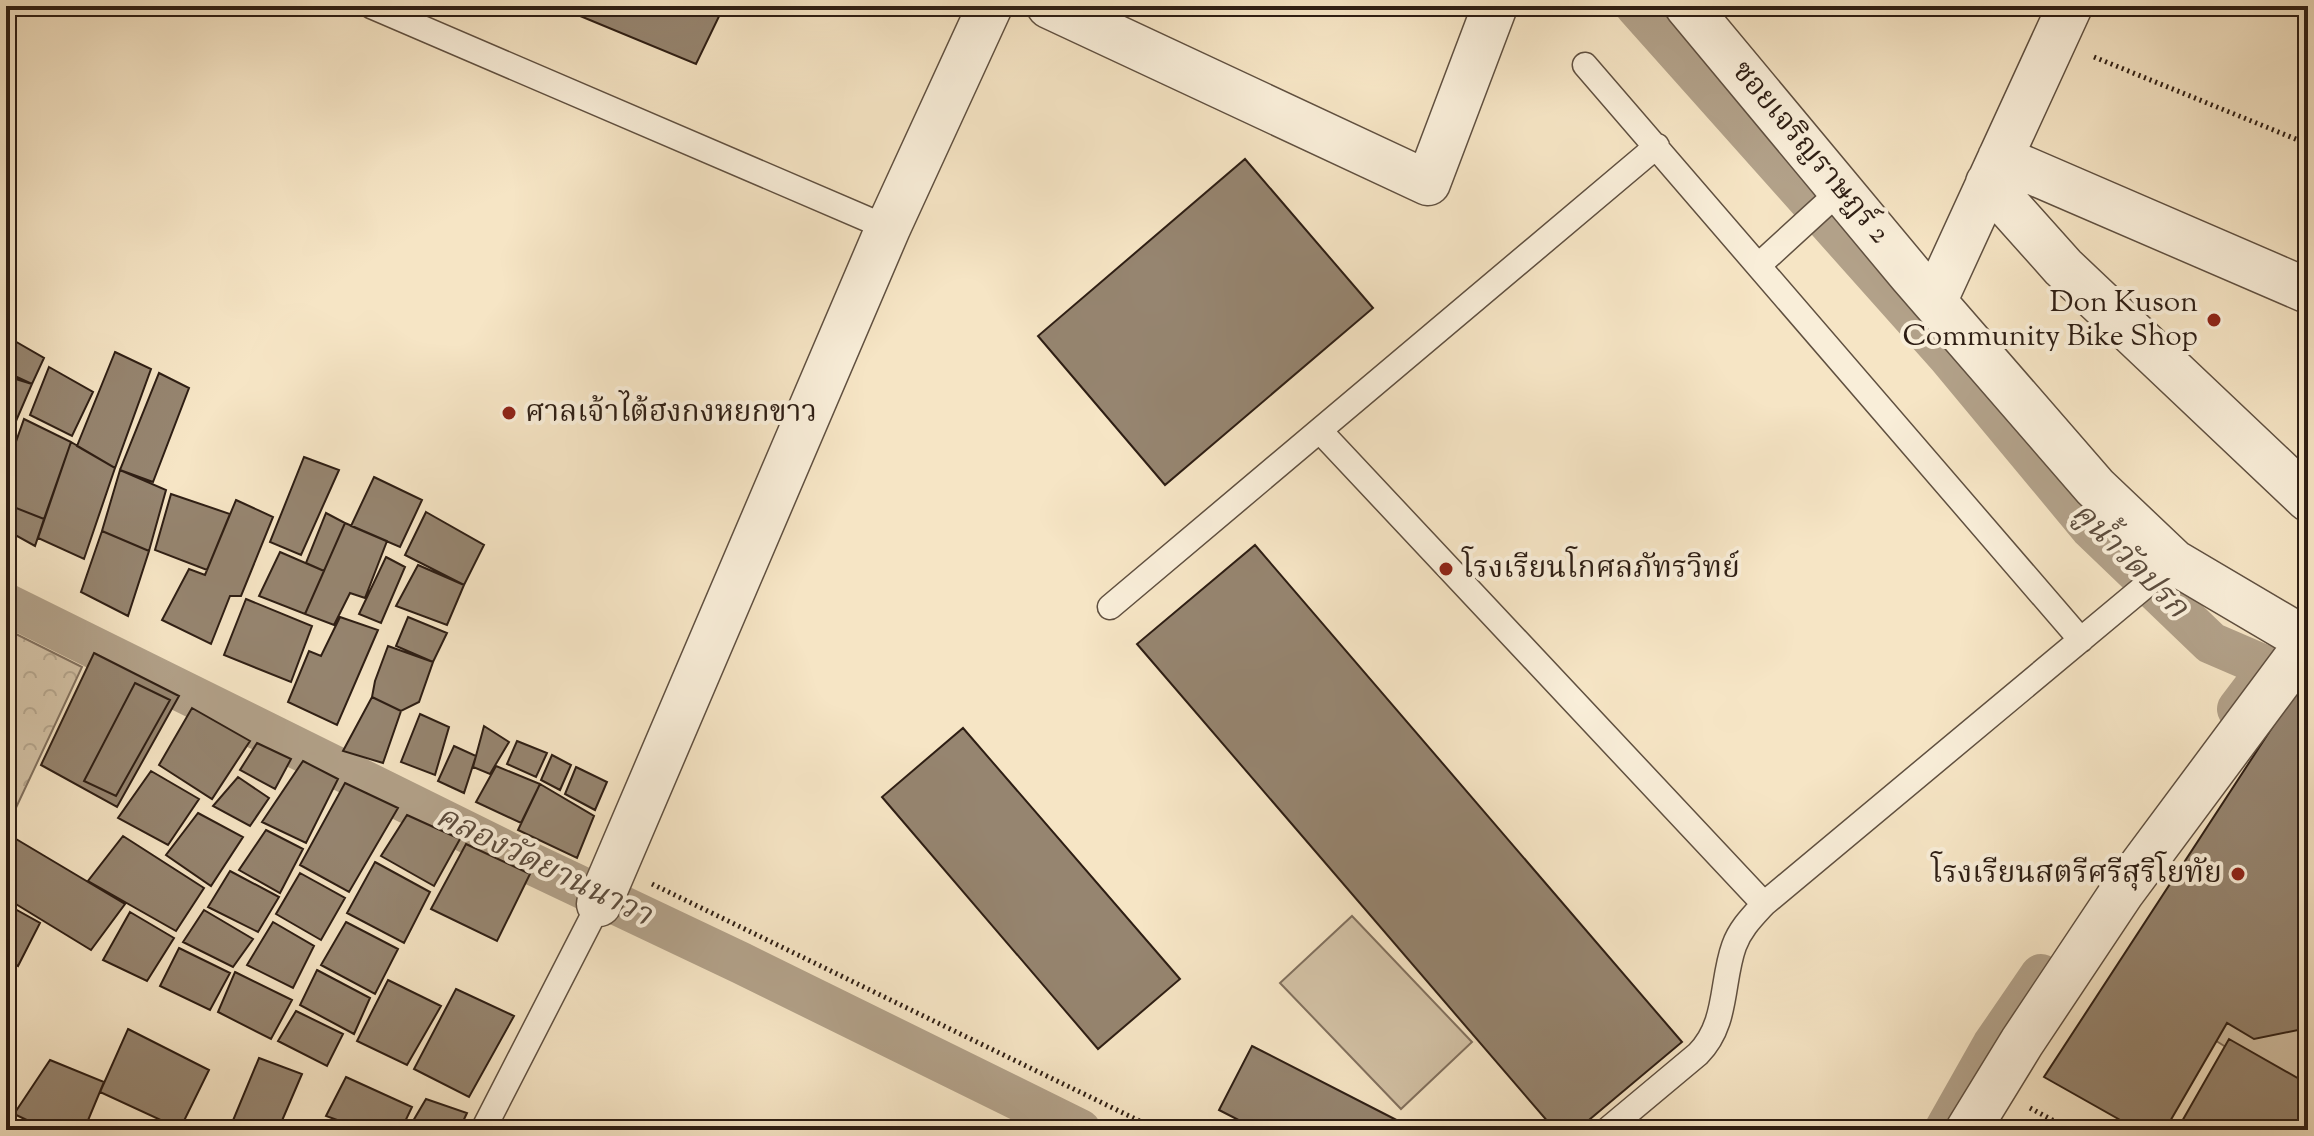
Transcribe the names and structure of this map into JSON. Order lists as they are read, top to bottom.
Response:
{
  "streets": {
    "street": ["ซอยเจริญราษฎร์ 2"]
  },
  "water": ["คูน้ำวัดปรก", "คลองวัดยานนาวา"],
  "places": [
    "Don Kuson Community Bike Shop",
    "ศาลเจ้าไต้ฮงกงหยกขาว",
    "โรงเรียนโกศลภัทรวิทย์",
    "โรงเรียนสตรีศรีสุริโยทัย"
  ]
}
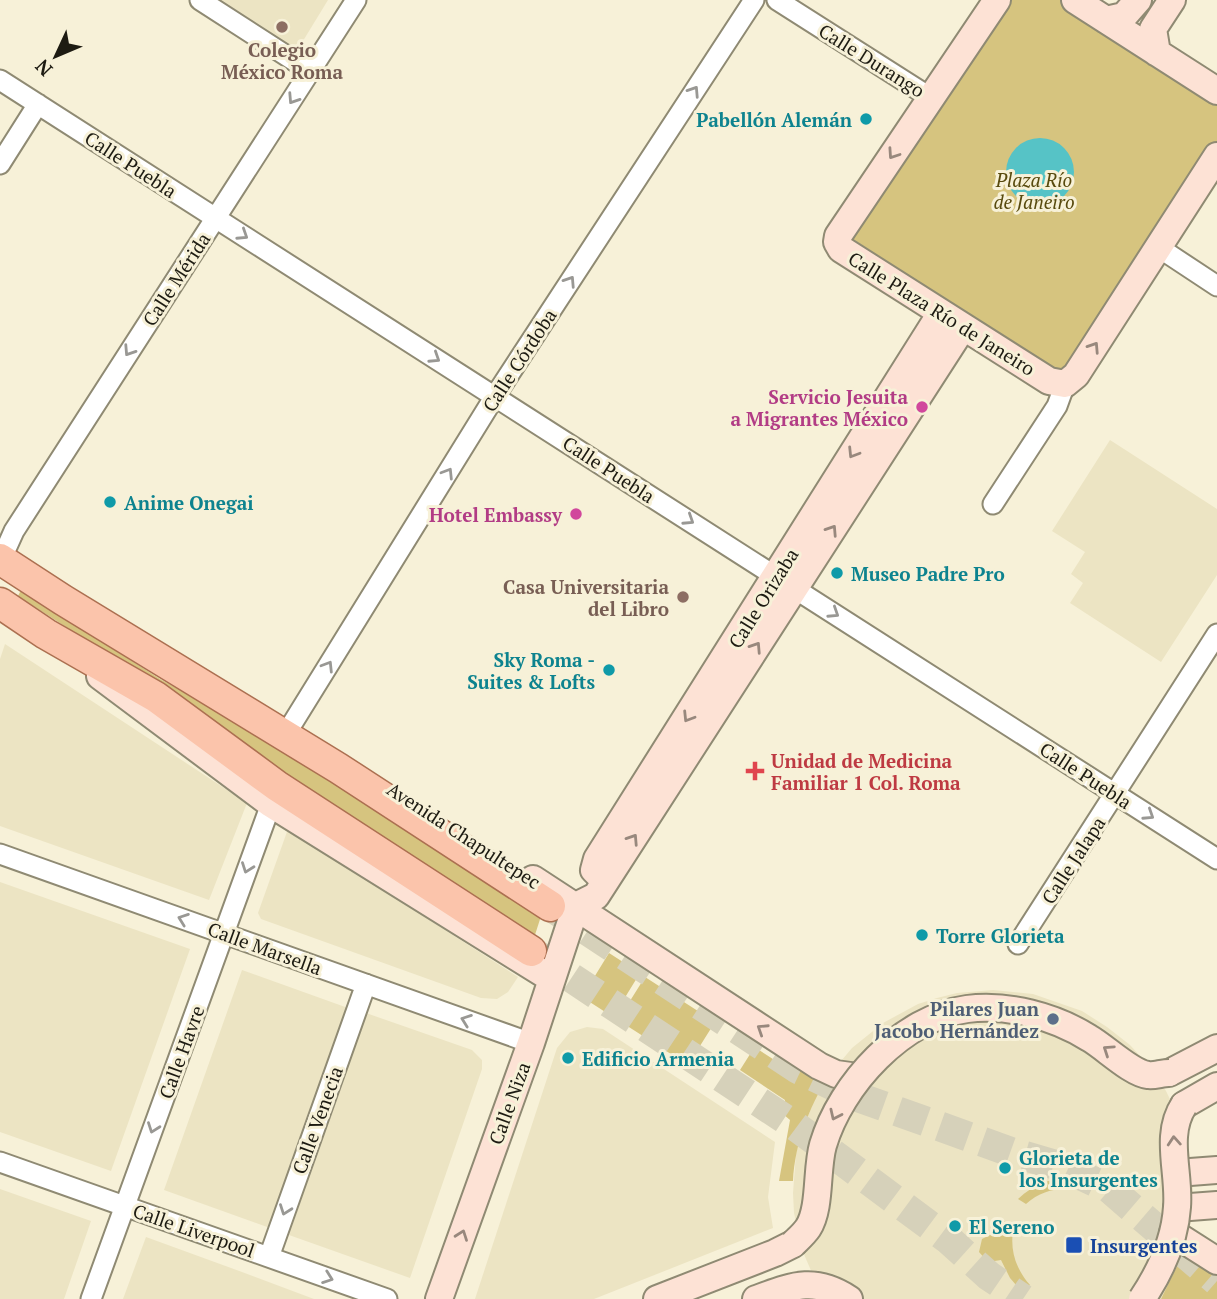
___
Work order
The result should be the same data as above, line for line, with the pictures gone.

Answer below
Transcribe the names and structure of this map into JSON. Order lists as they are read, top to bottom.
Response:
{
  "streets": {
    "street": ["ซอยเจริญราษฎร์ 2"]
  },
  "water": ["คูน้ำวัดปรก", "คลองวัดยานนาวา"],
  "places": [
    "Don Kuson Community Bike Shop",
    "ศาลเจ้าไต้ฮงกงหยกขาว",
    "โรงเรียนโกศลภัทรวิทย์",
    "โรงเรียนสตรีศรีสุริโยทัย"
  ]
}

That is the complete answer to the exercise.